▸ WORK TO COMPLETE
Lines with "space": copy each one from the listing below.

▸ DATA UNDER STUDY
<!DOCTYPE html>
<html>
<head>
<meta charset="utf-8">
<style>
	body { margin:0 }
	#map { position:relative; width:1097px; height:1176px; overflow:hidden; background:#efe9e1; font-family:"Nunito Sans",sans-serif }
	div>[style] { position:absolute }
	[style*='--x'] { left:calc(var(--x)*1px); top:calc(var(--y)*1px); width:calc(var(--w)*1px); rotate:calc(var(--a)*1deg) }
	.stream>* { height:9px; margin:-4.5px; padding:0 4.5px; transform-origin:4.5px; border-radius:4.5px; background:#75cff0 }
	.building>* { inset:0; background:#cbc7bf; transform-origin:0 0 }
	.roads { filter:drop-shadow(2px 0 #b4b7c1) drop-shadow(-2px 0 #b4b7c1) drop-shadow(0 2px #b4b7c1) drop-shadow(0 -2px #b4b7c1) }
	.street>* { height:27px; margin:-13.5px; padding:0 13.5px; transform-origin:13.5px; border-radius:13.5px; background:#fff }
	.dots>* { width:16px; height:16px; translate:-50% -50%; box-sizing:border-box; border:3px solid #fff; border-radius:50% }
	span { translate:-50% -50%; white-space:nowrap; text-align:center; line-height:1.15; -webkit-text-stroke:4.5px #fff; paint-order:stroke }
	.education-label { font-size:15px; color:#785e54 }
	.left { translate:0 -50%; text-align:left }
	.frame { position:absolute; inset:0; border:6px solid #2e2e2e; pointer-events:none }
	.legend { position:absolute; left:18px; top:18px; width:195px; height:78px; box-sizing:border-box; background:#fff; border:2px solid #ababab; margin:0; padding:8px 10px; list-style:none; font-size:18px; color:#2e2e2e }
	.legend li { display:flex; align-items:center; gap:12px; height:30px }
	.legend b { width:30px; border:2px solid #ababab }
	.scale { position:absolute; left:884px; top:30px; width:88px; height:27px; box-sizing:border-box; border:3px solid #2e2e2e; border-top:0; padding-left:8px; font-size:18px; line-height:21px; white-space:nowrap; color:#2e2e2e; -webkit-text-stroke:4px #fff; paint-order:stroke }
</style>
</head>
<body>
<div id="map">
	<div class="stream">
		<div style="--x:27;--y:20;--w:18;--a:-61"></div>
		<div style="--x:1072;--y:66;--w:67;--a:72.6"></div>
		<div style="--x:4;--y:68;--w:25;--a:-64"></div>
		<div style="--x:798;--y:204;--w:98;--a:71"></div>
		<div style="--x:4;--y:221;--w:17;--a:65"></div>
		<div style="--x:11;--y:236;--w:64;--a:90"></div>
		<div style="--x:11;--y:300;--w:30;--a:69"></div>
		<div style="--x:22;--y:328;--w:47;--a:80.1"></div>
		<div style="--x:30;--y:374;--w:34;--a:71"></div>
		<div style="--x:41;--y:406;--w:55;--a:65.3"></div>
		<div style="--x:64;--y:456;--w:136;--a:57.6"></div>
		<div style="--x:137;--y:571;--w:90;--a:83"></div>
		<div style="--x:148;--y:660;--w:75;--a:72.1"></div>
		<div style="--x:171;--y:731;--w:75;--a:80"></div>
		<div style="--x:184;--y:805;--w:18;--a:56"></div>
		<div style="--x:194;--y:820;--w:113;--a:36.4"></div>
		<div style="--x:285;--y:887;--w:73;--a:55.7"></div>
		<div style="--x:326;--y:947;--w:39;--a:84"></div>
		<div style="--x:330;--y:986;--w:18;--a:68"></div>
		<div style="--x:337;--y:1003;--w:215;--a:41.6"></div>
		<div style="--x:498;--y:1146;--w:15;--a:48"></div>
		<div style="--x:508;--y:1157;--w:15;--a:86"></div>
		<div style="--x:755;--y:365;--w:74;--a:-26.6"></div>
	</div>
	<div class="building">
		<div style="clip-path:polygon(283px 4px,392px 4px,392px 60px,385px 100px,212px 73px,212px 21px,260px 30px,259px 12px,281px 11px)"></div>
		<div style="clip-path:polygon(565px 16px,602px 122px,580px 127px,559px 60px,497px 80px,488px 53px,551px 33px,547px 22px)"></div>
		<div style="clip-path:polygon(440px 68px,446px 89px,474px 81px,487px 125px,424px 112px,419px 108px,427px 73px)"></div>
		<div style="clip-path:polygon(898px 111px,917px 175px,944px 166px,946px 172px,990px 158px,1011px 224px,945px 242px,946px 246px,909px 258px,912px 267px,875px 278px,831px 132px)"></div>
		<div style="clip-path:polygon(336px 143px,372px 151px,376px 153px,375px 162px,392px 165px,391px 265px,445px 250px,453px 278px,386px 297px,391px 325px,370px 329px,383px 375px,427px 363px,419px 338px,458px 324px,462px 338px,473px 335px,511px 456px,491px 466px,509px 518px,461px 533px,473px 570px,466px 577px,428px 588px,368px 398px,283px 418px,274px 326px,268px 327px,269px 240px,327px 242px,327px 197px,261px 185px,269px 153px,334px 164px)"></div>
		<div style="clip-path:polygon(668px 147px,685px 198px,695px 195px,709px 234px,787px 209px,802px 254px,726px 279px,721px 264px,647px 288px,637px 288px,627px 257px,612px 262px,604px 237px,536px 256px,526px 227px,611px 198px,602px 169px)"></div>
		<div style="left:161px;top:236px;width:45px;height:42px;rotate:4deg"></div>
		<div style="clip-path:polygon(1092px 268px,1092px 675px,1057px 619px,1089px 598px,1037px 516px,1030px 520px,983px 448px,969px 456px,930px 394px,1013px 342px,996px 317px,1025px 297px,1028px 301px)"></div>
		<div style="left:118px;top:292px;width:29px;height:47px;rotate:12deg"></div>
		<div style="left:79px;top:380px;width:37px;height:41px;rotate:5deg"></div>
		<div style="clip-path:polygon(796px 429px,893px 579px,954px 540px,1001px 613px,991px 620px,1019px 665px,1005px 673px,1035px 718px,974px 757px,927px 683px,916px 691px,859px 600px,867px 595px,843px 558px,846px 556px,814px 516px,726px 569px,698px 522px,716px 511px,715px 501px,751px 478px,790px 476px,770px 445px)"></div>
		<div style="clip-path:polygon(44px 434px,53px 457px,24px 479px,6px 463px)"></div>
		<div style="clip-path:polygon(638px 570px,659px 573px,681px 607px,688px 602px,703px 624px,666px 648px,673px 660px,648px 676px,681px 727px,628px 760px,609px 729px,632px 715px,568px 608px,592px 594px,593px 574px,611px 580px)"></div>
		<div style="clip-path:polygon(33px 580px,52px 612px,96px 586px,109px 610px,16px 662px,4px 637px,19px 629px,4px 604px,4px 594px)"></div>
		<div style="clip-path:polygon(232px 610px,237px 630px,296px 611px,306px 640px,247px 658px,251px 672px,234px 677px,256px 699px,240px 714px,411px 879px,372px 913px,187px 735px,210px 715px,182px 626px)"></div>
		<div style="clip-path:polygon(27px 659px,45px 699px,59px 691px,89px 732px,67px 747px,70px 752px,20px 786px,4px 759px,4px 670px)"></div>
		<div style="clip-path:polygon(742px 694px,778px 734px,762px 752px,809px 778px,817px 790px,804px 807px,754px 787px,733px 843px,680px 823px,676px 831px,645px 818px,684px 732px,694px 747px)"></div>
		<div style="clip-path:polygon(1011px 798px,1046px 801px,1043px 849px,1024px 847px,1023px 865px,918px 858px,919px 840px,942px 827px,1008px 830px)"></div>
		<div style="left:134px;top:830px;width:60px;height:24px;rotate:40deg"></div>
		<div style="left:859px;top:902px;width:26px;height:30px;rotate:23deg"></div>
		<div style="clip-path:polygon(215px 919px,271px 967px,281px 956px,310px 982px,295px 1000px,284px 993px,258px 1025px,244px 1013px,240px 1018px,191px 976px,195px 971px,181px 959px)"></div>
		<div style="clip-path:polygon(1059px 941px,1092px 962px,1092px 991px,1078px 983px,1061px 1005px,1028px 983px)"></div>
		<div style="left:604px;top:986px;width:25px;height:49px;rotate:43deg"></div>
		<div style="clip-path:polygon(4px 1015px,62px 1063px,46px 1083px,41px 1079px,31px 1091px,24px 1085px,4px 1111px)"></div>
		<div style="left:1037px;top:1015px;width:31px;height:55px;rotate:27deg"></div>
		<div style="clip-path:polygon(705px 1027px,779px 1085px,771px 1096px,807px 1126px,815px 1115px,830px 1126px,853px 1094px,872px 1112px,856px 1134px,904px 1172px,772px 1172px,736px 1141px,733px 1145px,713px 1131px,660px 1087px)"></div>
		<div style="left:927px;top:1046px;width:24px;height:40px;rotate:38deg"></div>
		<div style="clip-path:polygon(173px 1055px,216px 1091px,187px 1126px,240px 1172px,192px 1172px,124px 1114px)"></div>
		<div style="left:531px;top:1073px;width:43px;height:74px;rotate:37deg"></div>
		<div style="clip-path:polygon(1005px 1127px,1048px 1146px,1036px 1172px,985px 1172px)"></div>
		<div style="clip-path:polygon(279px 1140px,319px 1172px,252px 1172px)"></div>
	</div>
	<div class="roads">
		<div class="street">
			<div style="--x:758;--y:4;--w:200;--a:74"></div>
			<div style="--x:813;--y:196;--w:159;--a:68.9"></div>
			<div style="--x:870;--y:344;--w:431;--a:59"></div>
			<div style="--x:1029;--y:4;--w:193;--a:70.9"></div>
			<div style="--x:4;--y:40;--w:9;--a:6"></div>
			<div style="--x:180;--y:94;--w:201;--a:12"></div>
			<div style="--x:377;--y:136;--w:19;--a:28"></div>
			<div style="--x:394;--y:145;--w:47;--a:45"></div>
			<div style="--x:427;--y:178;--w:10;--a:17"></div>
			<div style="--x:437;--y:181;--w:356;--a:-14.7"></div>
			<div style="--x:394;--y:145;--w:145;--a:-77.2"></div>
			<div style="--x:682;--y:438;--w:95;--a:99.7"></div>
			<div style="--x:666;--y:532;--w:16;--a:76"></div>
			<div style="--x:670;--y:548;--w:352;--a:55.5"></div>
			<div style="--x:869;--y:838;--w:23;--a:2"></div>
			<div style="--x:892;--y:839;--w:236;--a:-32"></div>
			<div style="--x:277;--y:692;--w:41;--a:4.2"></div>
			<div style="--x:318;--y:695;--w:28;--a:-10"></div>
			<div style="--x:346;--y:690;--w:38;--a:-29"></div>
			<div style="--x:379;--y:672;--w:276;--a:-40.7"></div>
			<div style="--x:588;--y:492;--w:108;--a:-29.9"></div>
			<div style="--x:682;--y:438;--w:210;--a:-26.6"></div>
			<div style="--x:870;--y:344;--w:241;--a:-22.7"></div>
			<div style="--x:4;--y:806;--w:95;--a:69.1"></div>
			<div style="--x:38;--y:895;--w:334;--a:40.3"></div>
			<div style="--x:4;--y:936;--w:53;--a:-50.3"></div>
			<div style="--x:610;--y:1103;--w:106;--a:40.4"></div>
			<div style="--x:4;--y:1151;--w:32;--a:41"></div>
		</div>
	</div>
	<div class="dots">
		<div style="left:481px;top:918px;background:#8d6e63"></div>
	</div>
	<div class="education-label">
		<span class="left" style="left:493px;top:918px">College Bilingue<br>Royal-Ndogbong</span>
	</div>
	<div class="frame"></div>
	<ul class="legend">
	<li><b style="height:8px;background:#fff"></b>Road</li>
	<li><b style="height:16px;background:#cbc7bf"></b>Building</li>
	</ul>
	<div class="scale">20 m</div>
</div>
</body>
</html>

▸ EXERCISE RESULT
	span { translate:-50% -50%; white-space:nowrap; text-align:center; line-height:1.15; -webkit-text-stroke:4.5px #fff; paint-order:stroke }
	.scale { position:absolute; left:884px; top:30px; width:88px; height:27px; box-sizing:border-box; border:3px solid #2e2e2e; border-top:0; padding-left:8px; font-size:18px; line-height:21px; white-space:nowrap; color:#2e2e2e; -webkit-text-stroke:4px #fff; paint-order:stroke }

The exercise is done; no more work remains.